◆ Task item:
From the listing below, extract every line in which the word "image" appears.

◆ Excerpted data:
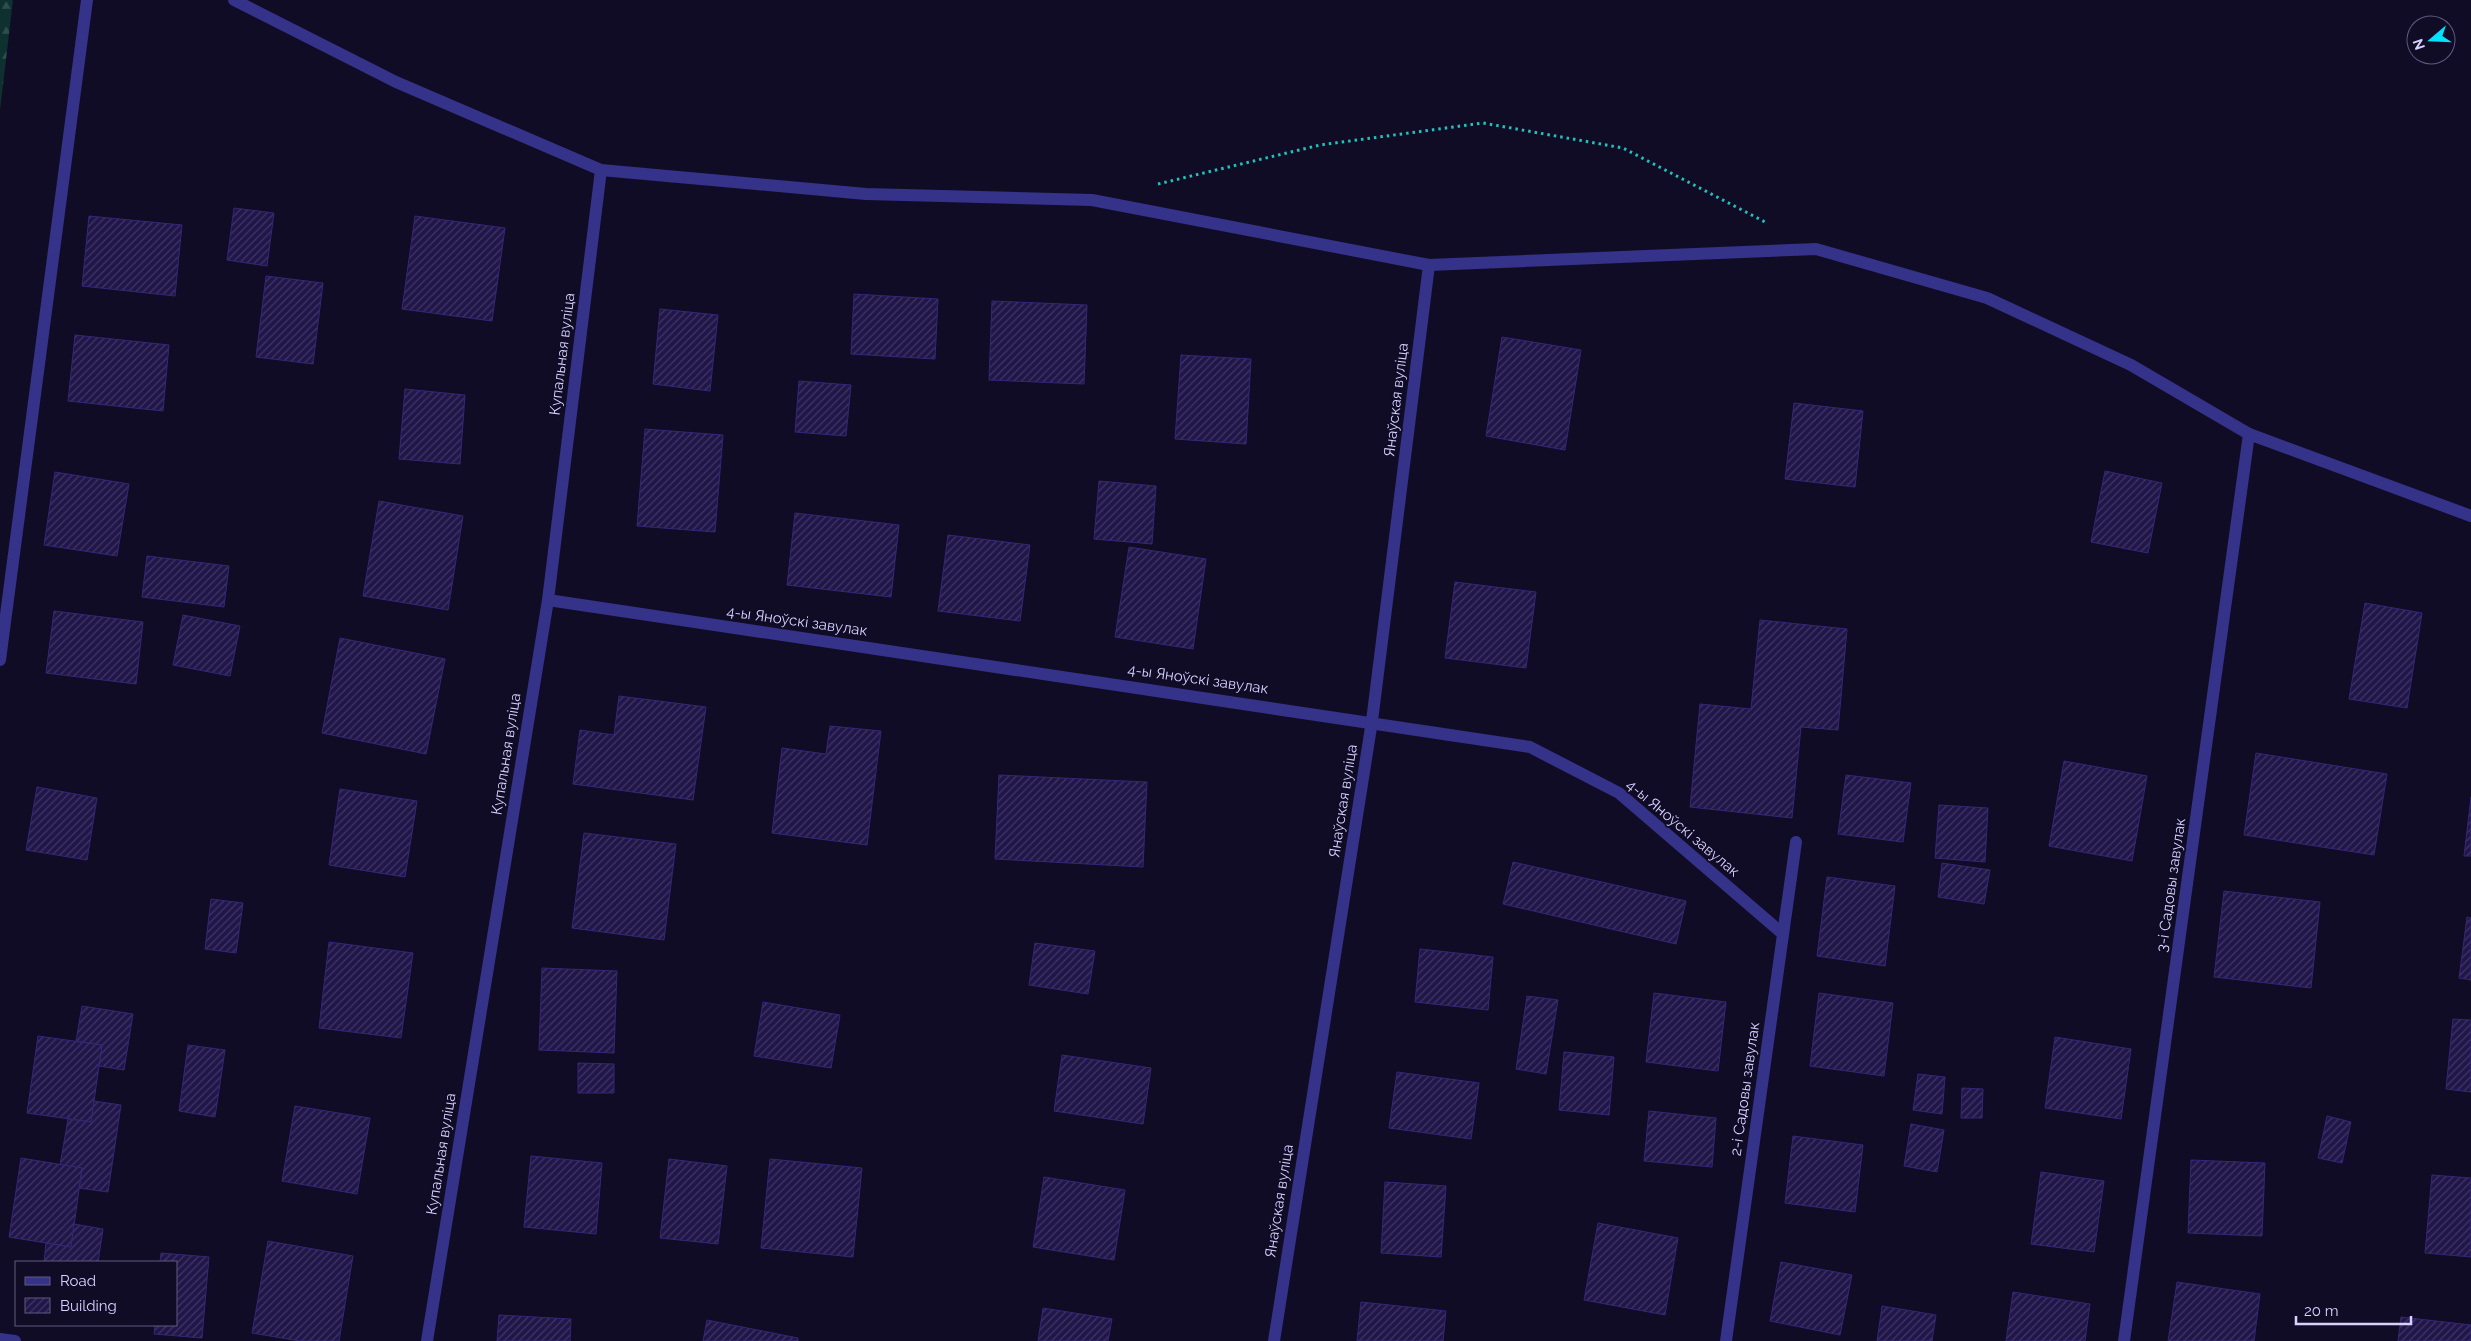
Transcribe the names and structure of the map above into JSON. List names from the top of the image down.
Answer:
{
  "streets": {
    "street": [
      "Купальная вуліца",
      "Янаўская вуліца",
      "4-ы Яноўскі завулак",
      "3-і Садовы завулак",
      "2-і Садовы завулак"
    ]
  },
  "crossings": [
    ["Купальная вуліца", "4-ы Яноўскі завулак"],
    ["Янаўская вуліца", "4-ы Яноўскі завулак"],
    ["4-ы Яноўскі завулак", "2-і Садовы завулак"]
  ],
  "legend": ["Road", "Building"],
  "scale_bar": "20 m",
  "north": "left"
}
---
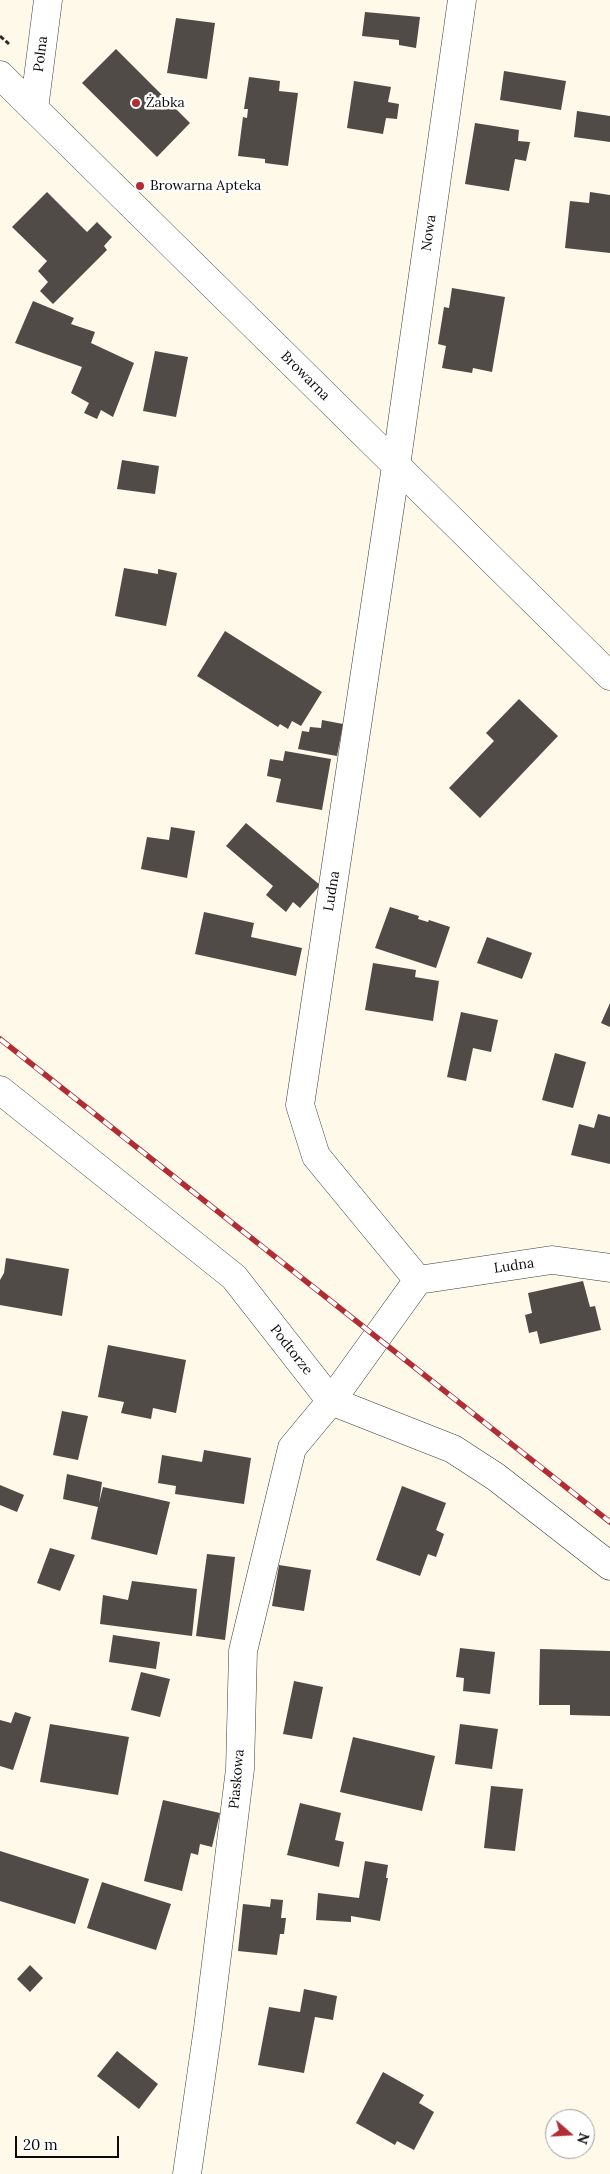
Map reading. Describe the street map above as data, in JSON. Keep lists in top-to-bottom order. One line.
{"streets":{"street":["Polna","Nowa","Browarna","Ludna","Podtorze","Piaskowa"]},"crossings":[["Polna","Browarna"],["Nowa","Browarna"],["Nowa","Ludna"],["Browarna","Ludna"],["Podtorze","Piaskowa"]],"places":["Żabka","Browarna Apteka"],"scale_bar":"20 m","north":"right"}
--
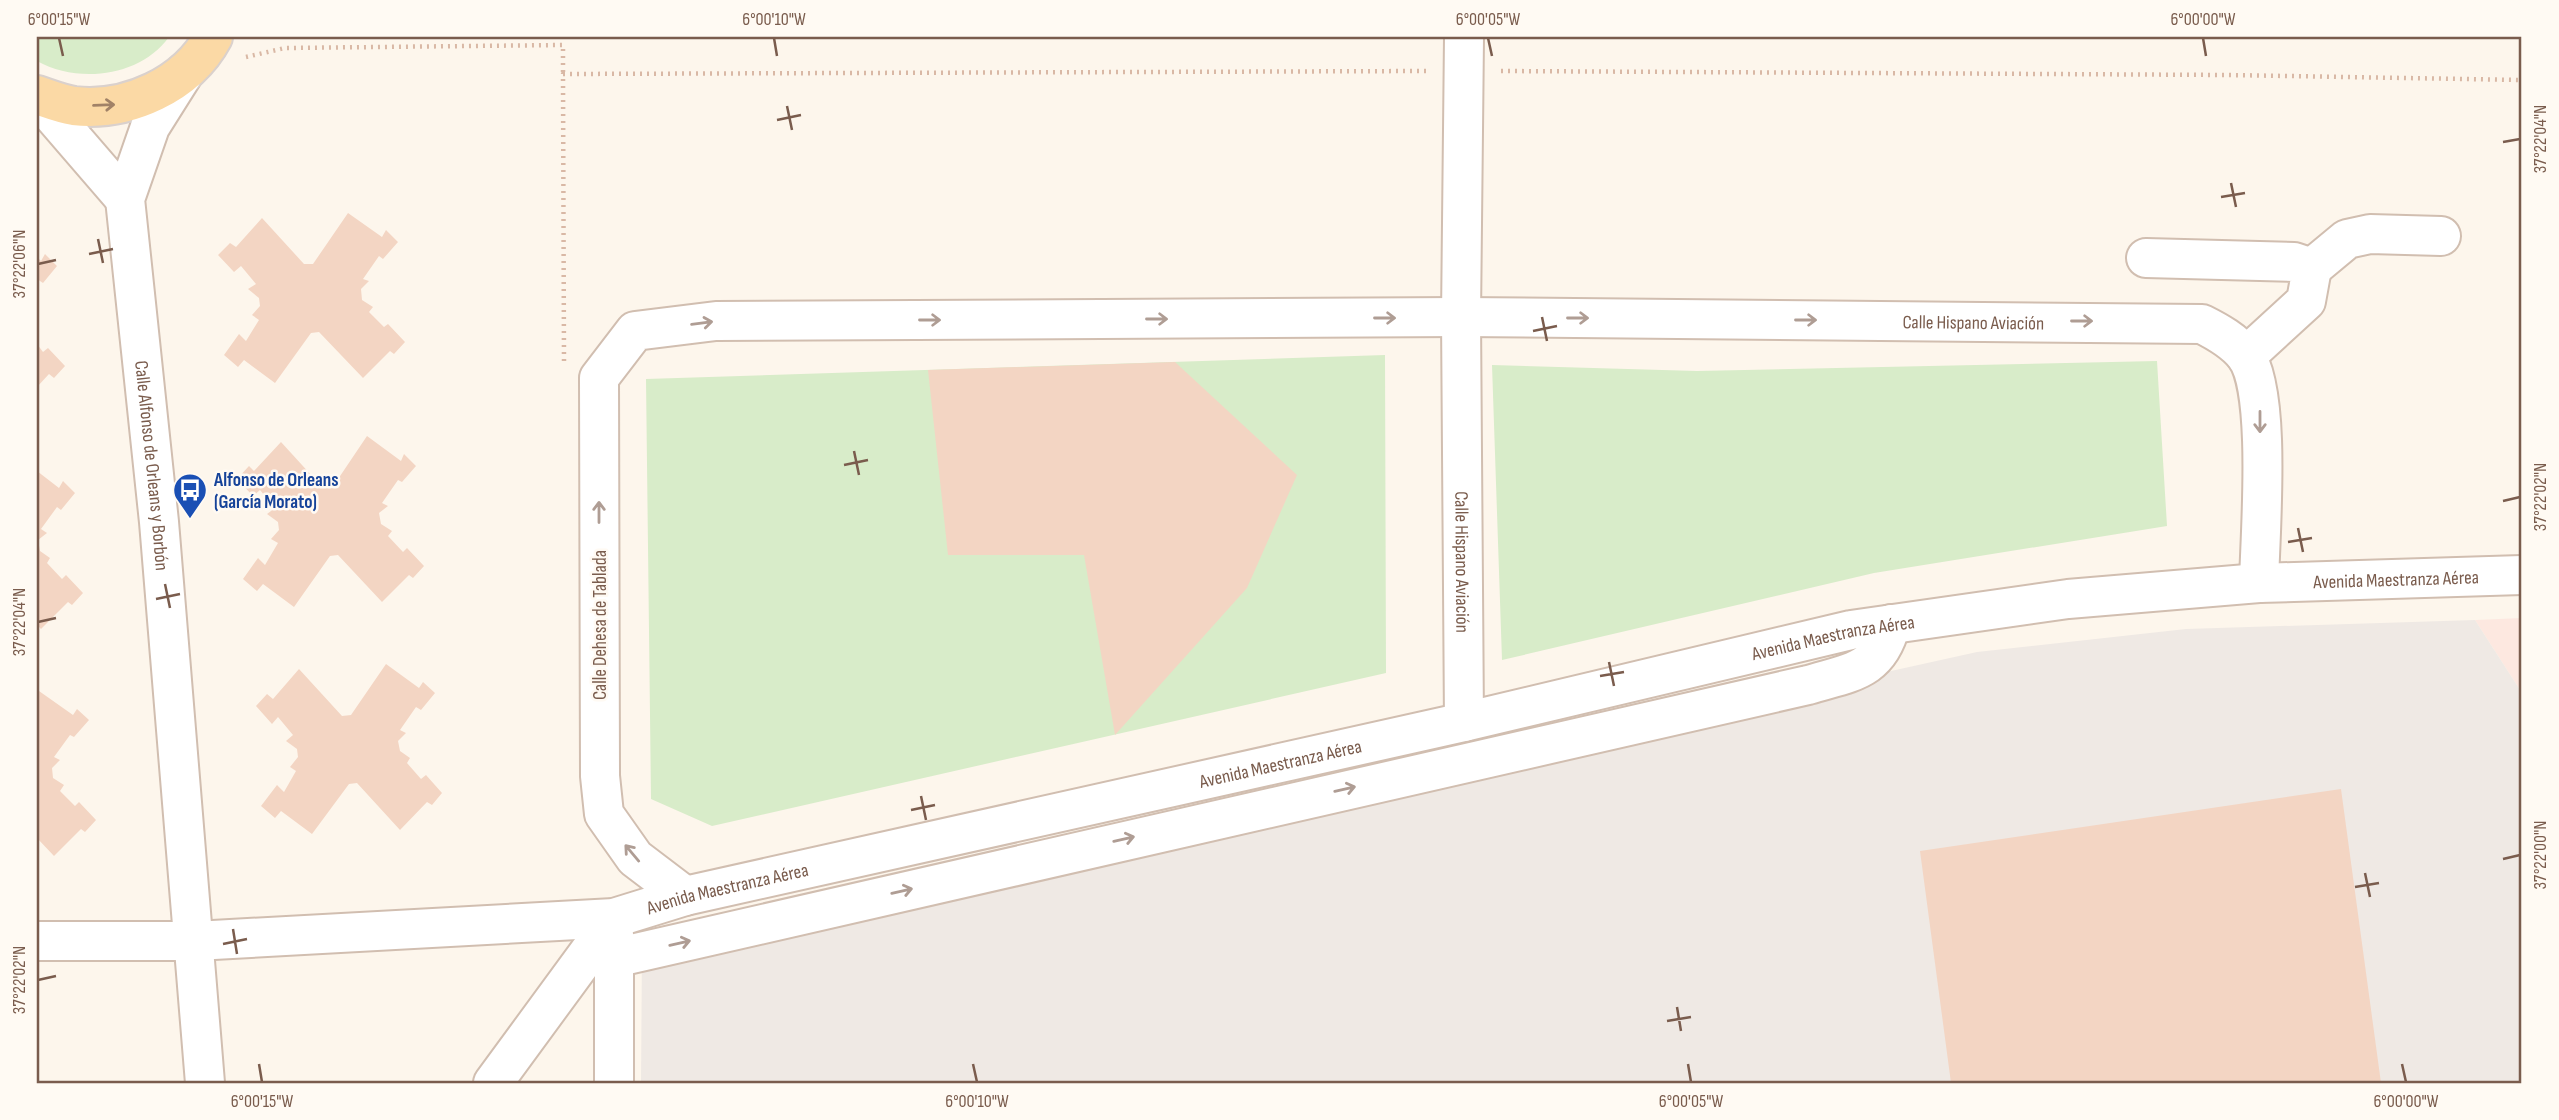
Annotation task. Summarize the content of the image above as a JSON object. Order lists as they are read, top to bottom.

◆ Response below:
Transcribe the names and structure of the map above into JSON. List names from the top of the image down.
Annotation task. Summarize the content of the image above as a JSON object. Order lists as they are read, top to bottom.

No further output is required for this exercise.